The Moses Taylor case brief summary (SCOTUS, 1866)

FACTS:  man sued for breach of K b/c of conditions on the ship. Sought damages in state court; owner of vessel argued he had no jurisdiction b/c cause of action was one in admiralty. SCOTUS: clearly admiralty b/c related exclusively to service to be performed on the high seas and pertained solely to the business of commerce & navigation. Not within saving to suitors clause. 

 
        • Savings to Suitors Clause—locked into 1789 time warp. 
          • Initially saved a common law remedy to plaintiffs where common law is competent to give it.
          • This has changed linguistically, but the meaning is the same
          • 28 USC 1333 today implements exclusive jurisdiction of admiralty cases to federal courts.
          • If admiralty plaintiff is seeking a remedy that the common law was competent to give, he doesn’t have to bring his case within the district court. Can be brought in state court as long as he was seeking a remedy that the state court was competent to give. (Money damages in in personam cases!!)
            • If seeking remedy commonlaw competent to give as of 1789, can go outside fed court and go to state court pursuant to savings clause
              • Ex – breach of maritime contract, maritime tort – money damages
              • In personam against indiv/corp where seeking $ damages, P can proceed within admiralty jurisdiction without jury trial (fed) or pursuant to savings to suitors clause to go through state court.
              • If not within fed admiralty savings clause permits to go it fed court but has to be diversity
              • All savings clause does is give add’l remedy but not different substantive law to govern claim
          • Not competent to handle actions in rem!

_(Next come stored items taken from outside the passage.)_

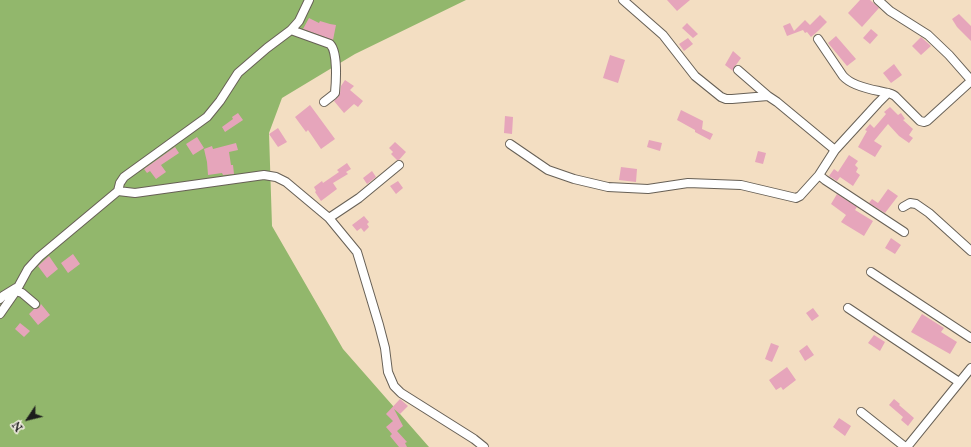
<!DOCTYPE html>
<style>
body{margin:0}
#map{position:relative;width:971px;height:447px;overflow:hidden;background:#f3dec2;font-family:"IM FELL Great Primer",serif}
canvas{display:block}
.north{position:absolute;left:8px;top:399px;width:40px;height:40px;-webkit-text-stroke:3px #f7f3e8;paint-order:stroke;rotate:235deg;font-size:11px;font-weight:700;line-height:16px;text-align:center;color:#1c1c1c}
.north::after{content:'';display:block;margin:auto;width:14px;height:18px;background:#1c1c1c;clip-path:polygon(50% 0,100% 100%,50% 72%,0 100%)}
</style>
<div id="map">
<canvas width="971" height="447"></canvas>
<div class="north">N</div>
</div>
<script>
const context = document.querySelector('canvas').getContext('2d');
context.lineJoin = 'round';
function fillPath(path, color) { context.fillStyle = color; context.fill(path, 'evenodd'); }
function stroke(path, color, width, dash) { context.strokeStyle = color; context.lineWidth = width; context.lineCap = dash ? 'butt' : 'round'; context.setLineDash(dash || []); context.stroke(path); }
const forest = new Path2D(`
 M0,0H466L355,54L282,98L269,133L272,226L343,349L429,447H0Z`);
const building = new Path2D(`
 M667,0H690L677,11Z
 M860,0H870L879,8L862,27L848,13Z
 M959,14L971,26V41L957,27L952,19Z
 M820,15L827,22L818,31L811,37L807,32L805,33L803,30L787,36L783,26L790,23L794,31L805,20L810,25Z
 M309,18L319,23L320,21L330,24L336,25L333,40L303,29Z
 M687,23L698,34L693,38L682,28Z
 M871,29L878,35L870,44L863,38Z
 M836,36L856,59L847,66L828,43Z
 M921,37L931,46L921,55L912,46Z
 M688,38L693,44L684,51L679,44Z
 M733,51L741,58L736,65L734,67L733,71L725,65Z
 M610,55L625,60L618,83L603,78Z
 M894,64L902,75L891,83L883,73Z
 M345,80L354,86L350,90L363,101L358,107L354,104L344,113L334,101L339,96L340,93L341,86Z
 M310,105L335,139L321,149L308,130L306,132L295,117Z
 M890,107L898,115L901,113L905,119L903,120L913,129L909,135L913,138L909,143L899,136L888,124L874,141L882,146L875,157L858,147L867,131L865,130L870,124L874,128L886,114L884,112Z
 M681,110L703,121L702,129L713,134L710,140L695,132V130L677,120Z
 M238,113L243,120L225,132L222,127L233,119L232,117Z
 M505,116L513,117L512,134L504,133Z
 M278,128L287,142L278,147L269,134Z
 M197,137L204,148L193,155L186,144Z
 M649,140L662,143L660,151L647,147Z
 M395,142L406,152L399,160H397L391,154L393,152L389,148Z
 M236,143L238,150L229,152L231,165H233L234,174L223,175L222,173L208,175L207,162L204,149L212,146L213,149Z
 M175,147L179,153L161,165L166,172L156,179L150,171L147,173L144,169Z
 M758,151L766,153L763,164L755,162Z
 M849,155L858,161L855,165L858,168L856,172L860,175L853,186L840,177L837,181L829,176L834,169L838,172Z
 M347,163L351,169L346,172L348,174L333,183L337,189L321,201L315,192L316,191L314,187L322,181L323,183L339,172L337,170Z
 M621,167L637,169L636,182L619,180Z
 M372,171L376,177L367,184L363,178Z
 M398,181L403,188L396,194L390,186Z
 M888,189L898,196L885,213L869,203L872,199L878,203Z
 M837,194L857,207L855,210L873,221L864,236L841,222L846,215L831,204Z
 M364,216L369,222L367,224L369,227L364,232L361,228L357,231L352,225Z
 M891,238L901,245L895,254L885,248Z
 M73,254L80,264L68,273L61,263Z
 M49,256L58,269L47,278L38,266Z
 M41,304L50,315L38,325L29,314L34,309L39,308Z
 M813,308L819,316L812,321L806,313Z
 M922,314L944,328L941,332L957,342L950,354L911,332Z
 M20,323L30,331L24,337L15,329Z
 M874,335L885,342L880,351L868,343Z
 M771,343L779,346L772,362L765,359Z
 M807,345L814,355L805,361L799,351Z
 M787,367L796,380L783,390L781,387L776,390L769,380Z
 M400,399L408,406L400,414L394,409L403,426L397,431L407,442L405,443L407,447H399L390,436L392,434L386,427L393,421L386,414Z
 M894,399L900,404L899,405L914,418L908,426L901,420L903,417L889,405Z
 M839,418L851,426L845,436L833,427Z`);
const minor = new Path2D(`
 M623,0L663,35L695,76L721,97L726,99H732L768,96L777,102L835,150
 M878,0L890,11L928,35L949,55L971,80
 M291,30L330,44C338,52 336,82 335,93L333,95L324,102
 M818,39L843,76C851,85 868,89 879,91C885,93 890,92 895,96L920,121L924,122L927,121L971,81
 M738,70L768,96
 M510,144L548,170L574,179L608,187L648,189L688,183L741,185L796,198L800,196L819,175L835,150L878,103L888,93
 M819,175L825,180L904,232
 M118,191L135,193L264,175L276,177L286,182L329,218L357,252L379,325L385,348L388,372L394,386L401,393L474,439L484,447
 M903,207L910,203L916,204L929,213L971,251
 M329,218L359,198L399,165
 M871,272L971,338
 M16,291L22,293L35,304
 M0,299L3,296L16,288
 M848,308L959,382
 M0,314L16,291L28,269L39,257L118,191L120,183L124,177L207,117L220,101L238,73L267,48L291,30L299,21L309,0
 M861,412L905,447
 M907,447L971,368`);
fillPath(forest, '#92b76c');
fillPath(building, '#e6a5bb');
stroke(minor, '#676056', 10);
stroke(minor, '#fff', 8);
</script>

            • Can only bring in rem with admiralty/maritime jurisdiction
            • In rem – you arrest vessel and stop it from performing its maritime duties
            • Arrested means claim against
            • If vessel not released on bond then cannot perform its function on navigable bodies of water
              • Fits within scheme of encouraging maritime activity because it effectuates recovery
              • State court not allowed to stop vessel in its tracks b/c fed does not think states sensitive to purpose of maritime activity
            • Forfeiture actions not traditionally in rem actions; civil actions even though begun by seizing property
        • Whatdoes this mean?Regardless of procedure, substantive law stays the same.
          • Admiralty Case: (§ 1333) Can proceed in US district court pursuant to maritime/admiralty jurisdiction—No Jury Trial!
          • Admiralty Case: If seeking money damages against an entity/individual/corporation, etc…, even though it’s a maritime cause of action, it can be brought in state court pursuant to savings clause.—Either party can request jury trial.
          • Can proceed in federal court if there is a non-admiralty basis if there is an independent ground of federal jurisdiction, i.e., Diversity (§ 1332) basis.
            • To bring admiralty case in federal court as civil case, diversity jurisdiction works.—Either party can request jury trial.
          • Federal question (§ 1331) jurisdiction?
            • No! Romero v. Int’l Terminal Co. (1960’s)—admiralty cases do not arise under federal question jurisdiction. Does not stem from constitution, stems from far older set of maritime laws.
      • Limitation of liability issues.